Tuesday, November 30, 2010

Ron Smith: More on academic ranking

I cannot resist a footnote to my last posting. It has now come to my notice that the latest world university rankings, which placed Harvard first, Oxford and Cambridge Universities joint sixth, and the University of Auckland 143rd (the only New Zealand placing), placed Alexandria University of Egypt, just behind at 147th. Alexandria University was also fourth-ranked in the world in the category of ‘citations’, which probably skewed the overall assessment, very substantially.

The explanation for this rather surprising outcome turns on the presence in Alexandria of a particularly enterprising academic, Mohamed El Naschie, who apparently published, during the review period no less than 320 of his own articles in a scientific journal of which he was also the editor.

There are a number of conclusions that might be drawn from this episode. The most obvious is that any New Zealand university wishing to improve its ranking should immediately offer Dr Naschie a personal chair in whatever field he is publishing in. There would be no need for him to actually come here, or engage in any teaching. It would be sufficient that his outputs are credited. Provided that the university was not Auckland, we should then have two universities in the world top 200.

More prosaically, New Zealand universities, like their counterparts overseas, can continue with the practice of organising seminars, with the understanding that all who contribute will have their papers accepted as equally worthy and as quality outputs (because they will be ‘peer reviewed’ by themselves).

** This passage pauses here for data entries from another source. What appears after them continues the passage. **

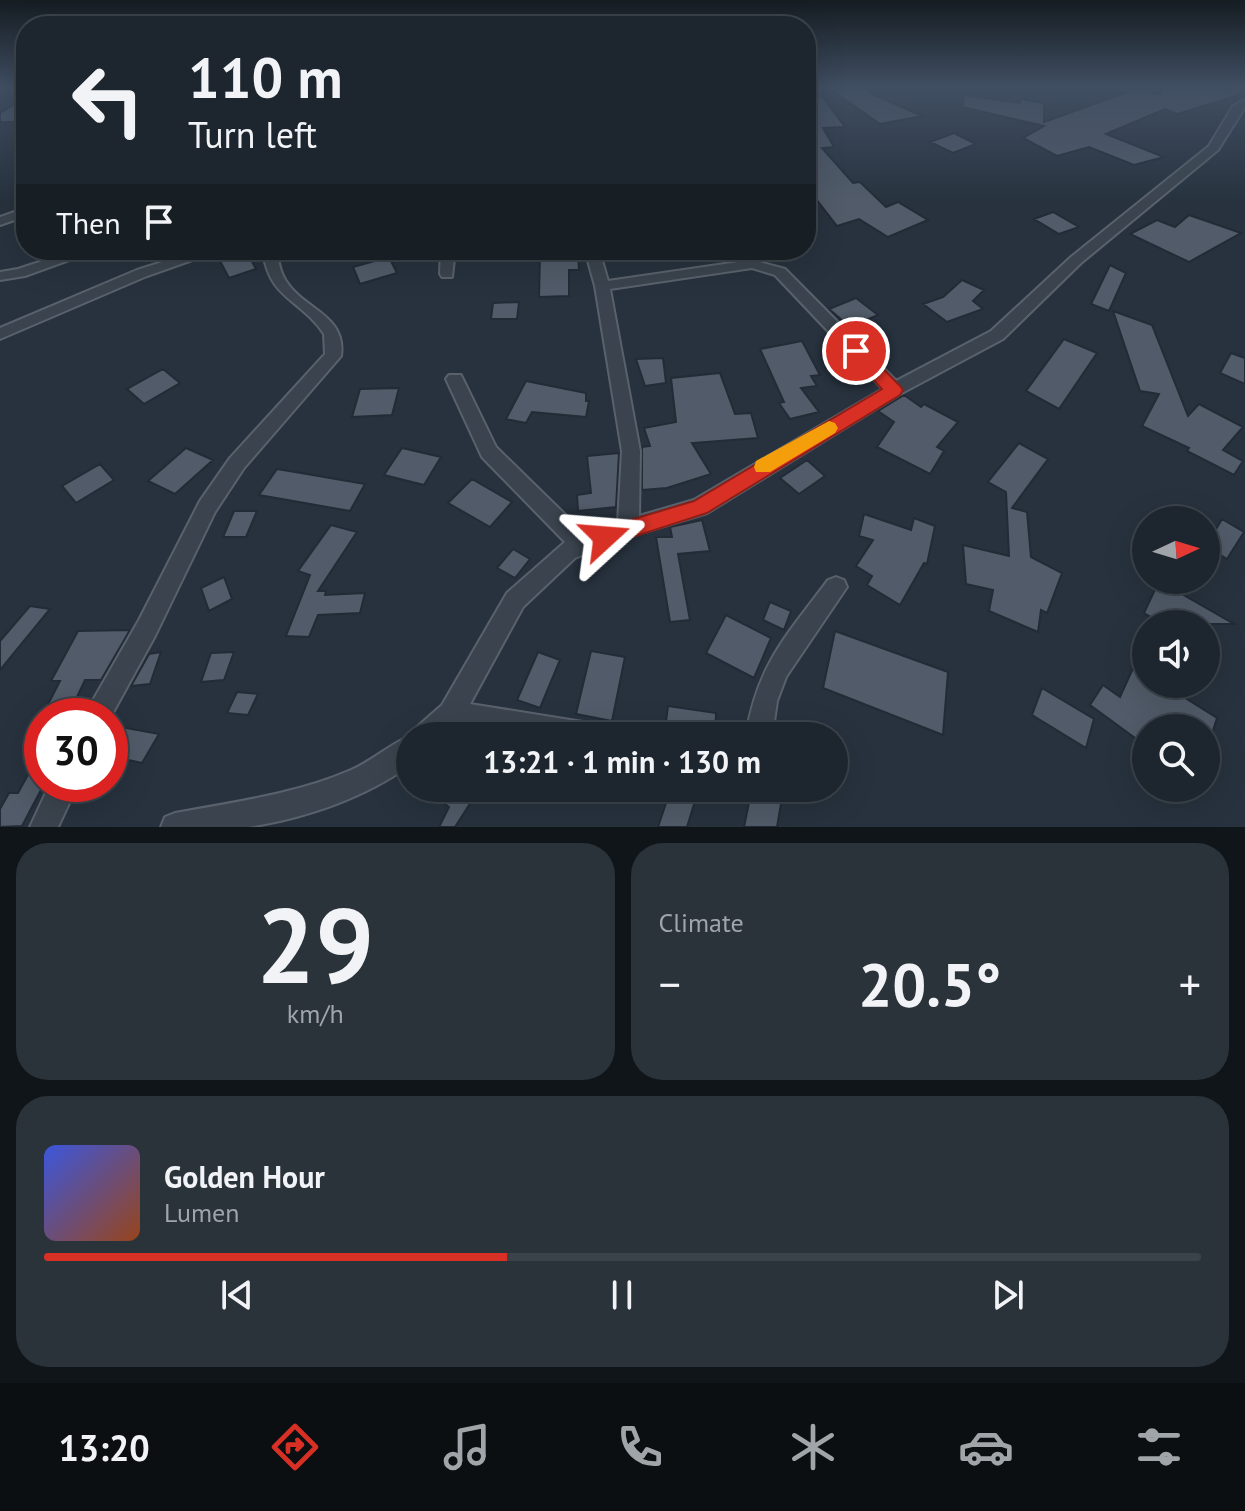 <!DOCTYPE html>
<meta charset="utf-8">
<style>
:root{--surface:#1d262e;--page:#2a323a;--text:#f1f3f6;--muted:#a0a5aa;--line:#3b434a;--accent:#d93025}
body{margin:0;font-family:"PT Sans",sans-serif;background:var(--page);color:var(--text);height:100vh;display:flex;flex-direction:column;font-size:30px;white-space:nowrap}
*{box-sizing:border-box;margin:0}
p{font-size:26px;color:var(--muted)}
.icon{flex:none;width:44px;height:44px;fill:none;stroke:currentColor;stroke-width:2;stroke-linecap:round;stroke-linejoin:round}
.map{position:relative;height:827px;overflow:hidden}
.details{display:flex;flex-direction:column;gap:16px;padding:16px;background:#101519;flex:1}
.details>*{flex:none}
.guide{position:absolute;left:16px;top:16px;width:800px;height:244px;border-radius:32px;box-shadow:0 8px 32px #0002,0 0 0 2px var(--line);background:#1d262e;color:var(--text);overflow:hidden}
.needle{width:52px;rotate:86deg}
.tools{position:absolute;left:1132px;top:506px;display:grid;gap:16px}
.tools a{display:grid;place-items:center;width:88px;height:88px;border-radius:50%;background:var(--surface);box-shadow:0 8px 32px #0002,0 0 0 2px var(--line);font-size:40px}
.speed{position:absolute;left:24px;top:698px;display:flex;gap:16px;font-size:40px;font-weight:700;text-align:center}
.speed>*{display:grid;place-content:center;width:104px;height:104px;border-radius:50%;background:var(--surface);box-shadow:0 8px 32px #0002,0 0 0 2px var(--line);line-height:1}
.speed .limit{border:12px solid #d22;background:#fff;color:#111}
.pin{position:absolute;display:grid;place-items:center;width:68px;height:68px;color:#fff;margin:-34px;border:4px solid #fff;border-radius:50%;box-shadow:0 2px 8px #0007}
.me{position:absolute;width:88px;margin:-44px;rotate:71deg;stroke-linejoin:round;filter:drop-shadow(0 0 6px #0008)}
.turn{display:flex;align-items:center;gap:28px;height:168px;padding:0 40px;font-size:36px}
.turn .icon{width:104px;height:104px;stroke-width:2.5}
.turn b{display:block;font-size:56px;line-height:68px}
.then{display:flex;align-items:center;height:76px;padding:0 40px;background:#0003;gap:16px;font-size:30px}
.big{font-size:60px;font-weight:700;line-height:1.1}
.details .tile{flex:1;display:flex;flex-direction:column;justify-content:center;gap:12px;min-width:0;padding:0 28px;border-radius:32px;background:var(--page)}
.details .dial{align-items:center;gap:0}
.dial b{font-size:104px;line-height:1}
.song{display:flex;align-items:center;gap:24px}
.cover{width:96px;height:96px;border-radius:12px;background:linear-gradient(135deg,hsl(230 70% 55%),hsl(20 70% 35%))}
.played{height:8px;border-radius:4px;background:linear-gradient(90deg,var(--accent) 40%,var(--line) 40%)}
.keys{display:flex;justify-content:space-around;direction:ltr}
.heat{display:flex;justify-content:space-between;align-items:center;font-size:44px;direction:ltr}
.details .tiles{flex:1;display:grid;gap:16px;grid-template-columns:1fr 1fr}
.tile:last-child{grid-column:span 2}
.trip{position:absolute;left:396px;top:722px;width:452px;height:80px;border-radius:40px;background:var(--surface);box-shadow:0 8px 32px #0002,0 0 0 2px var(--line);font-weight:700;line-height:80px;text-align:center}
.dock{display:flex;height:128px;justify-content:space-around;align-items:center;background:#0c0f12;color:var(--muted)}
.dock .icon{width:56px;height:56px}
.dock .selected{color:var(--accent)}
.dock b{font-size:36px;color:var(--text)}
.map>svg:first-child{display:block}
</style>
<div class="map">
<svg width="1245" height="827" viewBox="0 0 1245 827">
<rect width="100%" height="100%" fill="#27323e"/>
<path fill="#515b69" stroke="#222b36" stroke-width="2" d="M829 88H872L870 93 922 116 880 124Z
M1138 88 1160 94 1161 88H1241V94L1178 114 1165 109 1106 134 1164 157 1134 165 1089 147 1057 156 1023 138 1044 126 962 107 964 95 1020 103V99L1044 103V122Z
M822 96 845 127 823 128 834 147 822 148 853 183 860 182 886 207 898 202 928 220 888 237 859 219 837 226 806 186V97L809 102Z
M26 97V122H0V113Z
M954 133 976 144 953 153 930 142Z
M1053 212 1079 227 1059 234 1034 219Z
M1189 215 1241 233 1189 262 1130 234 1157 220 1175 227Z
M246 250 256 269 229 278 219 259Z
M578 252 579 270H569V296L539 297 540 254Z
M389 257 397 273 360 284 353 267Z
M1110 265 1126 273 1109 311 1091 304Z
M962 280 984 290 973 301 983 309 947 322 923 304 943 297Z
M856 298 878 315 850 327 829 309Z
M519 302 517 319H491L493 303Z
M1113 311 1152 325 1188 416 1199 404 1243 427 1223 450 1243 461 1234 475 1187 451 1189 448 1142 426 1159 394 1140 391Z
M1064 339 1097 353 1059 409 1026 391Z
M802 341 820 375 811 376 817 386 801 388 819 412 790 419 779 403 784 402 760 349Z
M1231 353 1245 358V384L1220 373Z
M663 358 666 383 645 386 636 359Z
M163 369 180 383 144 404 127 389Z
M720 373 735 414 751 413 758 438 692 443 711 474 667 488 642 490V447L650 446 644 428 676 422 671 378Z
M526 381 586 393V401H589L586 417 532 412 526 423 506 419Z
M399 388 392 415 352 417 360 389Z
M904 395 921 407 924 404 958 422 937 447 944 451 930 474 877 447 894 422 878 411Z
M1019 443 1048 459 1012 508 1027 512 1031 557 1062 573 1047 613 1041 610 1038 632 989 611 993 590 966 584 963 545 1009 556 1006 492 988 482Z
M186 448 213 460 175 494 148 481Z
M402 448 441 457 424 485 384 475Z
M619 453 616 507 578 511 577 495 591 493 587 456Z
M807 460 825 476 799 494 780 478Z
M100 464 114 480 76 503 62 486Z
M277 469 301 473 365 484 350 511 259 495Z
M472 479 512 502 490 527 448 503Z
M234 511H257L246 537H223Z
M864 514 911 530 914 518 935 526 927 564 924 563 900 605 867 585 872 576 856 566 873 540 859 536Z
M1222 519 1244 532 1227 559 1206 546Z
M702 520 710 551 678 554 690 620 670 622 656 537H672L670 527Z
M331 525 357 532 318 591H326L325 595 365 593 360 613 318 615 309 637 286 636 310 575 298 571Z
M513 549 530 559 515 578 497 568Z
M224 577 232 599 209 611 201 588Z
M1159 581 1234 624H1163L1144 613Z
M770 602 791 611 784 630 763 620Z
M30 606 50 609 0 670V641Z
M726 615 771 638 754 678 706 653Z
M130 630 101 680H85L68 716H42L60 681H51L78 631Z
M835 631 948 672 943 735 823 688Z
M591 651 625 657 612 721 576 714Z
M161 652 150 684 131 686 149 654Z
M234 652 224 680 201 682 211 653Z
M538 652 560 660 540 708 517 700Z
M1134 666 1146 673V684H1163L1217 718 1211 737 1206 734V728H1146V746L1090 705 1103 685 1120 697Z
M1042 688 1094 719 1086 748 1032 715Z
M237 692 258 694 248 715 227 713Z
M668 706 716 713 715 736 665 730Z
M110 725 159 734 142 763 110 756Z
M42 749V788L22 826 0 827V809L9 793H18Z
M423 788H480L455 827H439L449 807Z
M671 788H699L687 827H658Z
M752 788 782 798 777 827H744Z"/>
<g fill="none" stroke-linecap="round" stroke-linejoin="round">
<defs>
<path id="street" d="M1245 100V107L1218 150 1081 263 1003 339 900 394 707 513 631 536 575 558 523 607 470 704 589 723 598 727 602 736H509L455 727 445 736H413L417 727 442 705 507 593 565 542 482 457 446 379 449 375H461L496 447 586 535 618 523 622 451 595 286 585 250H599L608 281 752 260 785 269 896 381 991 331 1071 257 1209 146 1233 106ZM752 268 775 275 883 389 694 500 639 516 640 451 610 289Z
M26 208V216L0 225V217Z
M76 250H97L25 276 0 280V272L18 269Z
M200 250H221L147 276 0 339V328L137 270Z
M263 250H277C278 261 280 272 286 281 304 310 347 315 341 356L244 468 215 512 155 636 110 718 84 716 139 620 200 501 230 458 325 354 324 334C301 299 268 299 263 250Z
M441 250H455L452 277H442L440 274Z
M836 577 844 580 847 587 786 677 777 701 772 736H746C757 665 787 635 828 580Z
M410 736V765C365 798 303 819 248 827 220 827 189 827 161 827L165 817 175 813C234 802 296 794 351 770 372 761 390 744 410 736Z
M50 784H78L58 827H30Z"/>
</defs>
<use href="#street" stroke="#59626c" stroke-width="4"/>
<use href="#street" fill="#3b444e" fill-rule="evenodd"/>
</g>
<linearGradient id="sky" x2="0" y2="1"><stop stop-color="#151c22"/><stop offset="0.43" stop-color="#414f63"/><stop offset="1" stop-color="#414f63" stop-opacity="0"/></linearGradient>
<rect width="1245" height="203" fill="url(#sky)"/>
<path fill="#d93025" stroke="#8d1f18" stroke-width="2" d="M856 345 862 347 900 386 903 390 900 395 707 513 605 546 597 543 594 537 597 530 694 501 882 389 847 351Z"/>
<path fill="#f59e0b" d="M829 421 835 423 838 428 835 433 770 472H756L754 467 756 461Z"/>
</svg>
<div class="tools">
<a><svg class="needle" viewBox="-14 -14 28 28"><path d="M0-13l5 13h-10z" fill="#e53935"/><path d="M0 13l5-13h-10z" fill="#a0a5aa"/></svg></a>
<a><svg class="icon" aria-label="sound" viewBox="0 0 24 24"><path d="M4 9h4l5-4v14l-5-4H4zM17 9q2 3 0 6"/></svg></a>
<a><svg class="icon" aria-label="search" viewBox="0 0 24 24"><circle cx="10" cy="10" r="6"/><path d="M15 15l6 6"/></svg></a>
</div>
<div class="speed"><div class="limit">30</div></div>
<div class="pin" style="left:856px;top:351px;background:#d93025"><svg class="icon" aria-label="arrive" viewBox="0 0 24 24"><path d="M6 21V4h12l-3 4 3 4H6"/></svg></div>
<svg class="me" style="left:605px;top:537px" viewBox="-20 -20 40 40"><path d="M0-17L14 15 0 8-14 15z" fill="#d93025" stroke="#fff" stroke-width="4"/></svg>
<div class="trip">13:21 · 1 min · 130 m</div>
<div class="guide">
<div class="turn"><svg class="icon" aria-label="left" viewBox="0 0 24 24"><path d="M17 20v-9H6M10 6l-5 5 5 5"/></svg><div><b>110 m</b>Turn left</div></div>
<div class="then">Then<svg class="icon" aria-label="arrive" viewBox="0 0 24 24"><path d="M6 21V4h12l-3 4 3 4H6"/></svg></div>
</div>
</div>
<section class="details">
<div class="tiles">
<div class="tile dial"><b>29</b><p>km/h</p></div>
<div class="tile"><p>Climate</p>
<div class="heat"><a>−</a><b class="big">20.5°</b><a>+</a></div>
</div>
<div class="tile">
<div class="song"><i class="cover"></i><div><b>Golden Hour</b><p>Lumen</p></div></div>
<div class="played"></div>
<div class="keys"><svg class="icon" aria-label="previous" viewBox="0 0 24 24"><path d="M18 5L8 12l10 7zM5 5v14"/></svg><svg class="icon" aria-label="pause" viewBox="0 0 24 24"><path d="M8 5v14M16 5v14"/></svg><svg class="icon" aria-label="next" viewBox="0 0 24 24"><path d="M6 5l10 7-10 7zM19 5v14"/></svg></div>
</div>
</div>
</section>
<nav class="dock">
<b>13:20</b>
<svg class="icon selected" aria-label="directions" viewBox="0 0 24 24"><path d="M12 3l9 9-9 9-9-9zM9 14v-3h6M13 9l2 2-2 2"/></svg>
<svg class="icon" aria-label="music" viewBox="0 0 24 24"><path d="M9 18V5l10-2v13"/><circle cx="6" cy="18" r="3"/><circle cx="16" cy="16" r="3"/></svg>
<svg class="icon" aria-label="phone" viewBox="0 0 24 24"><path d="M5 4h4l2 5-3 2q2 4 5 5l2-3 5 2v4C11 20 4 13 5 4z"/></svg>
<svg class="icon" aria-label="climate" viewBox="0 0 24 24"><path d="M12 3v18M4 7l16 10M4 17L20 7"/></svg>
<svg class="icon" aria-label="car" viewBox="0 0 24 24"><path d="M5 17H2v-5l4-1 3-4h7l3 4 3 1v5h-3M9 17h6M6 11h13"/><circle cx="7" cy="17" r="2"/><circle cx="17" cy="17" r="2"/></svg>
<svg class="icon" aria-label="filters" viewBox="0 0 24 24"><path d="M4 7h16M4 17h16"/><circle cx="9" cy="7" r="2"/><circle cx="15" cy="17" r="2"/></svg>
</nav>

They will just have to do it more. As they used to say in the rag trade, ‘Never mind the quality, feel the width’. Of course, this was said in the context of dismissing altogether the concept of quality.

The probability is that there will be an adjustment in the process to curtail the most egregious abuses of the system and that Alexandria (and Dr El Naschie) will have faded from prominence in next year’s ranking but that will not change the less-dramatic, continuous gaming of the system. Crude rankings based on an inherently-flawed system will continue to be a disservice to scholarship and an injustice to many scholars, even if suits the marketing departments of the universities concerned, with each watching the others and afraid to break ranks.

In a non-quantitative way, we surely know of the academic record of the world’s great institutions, and that will continue to be the case, as we associate new insights and discoveries with persons from those institutions but we do not need to formalise these judgements into a system. This is particularly the case when the system is so vulnerable to corruption.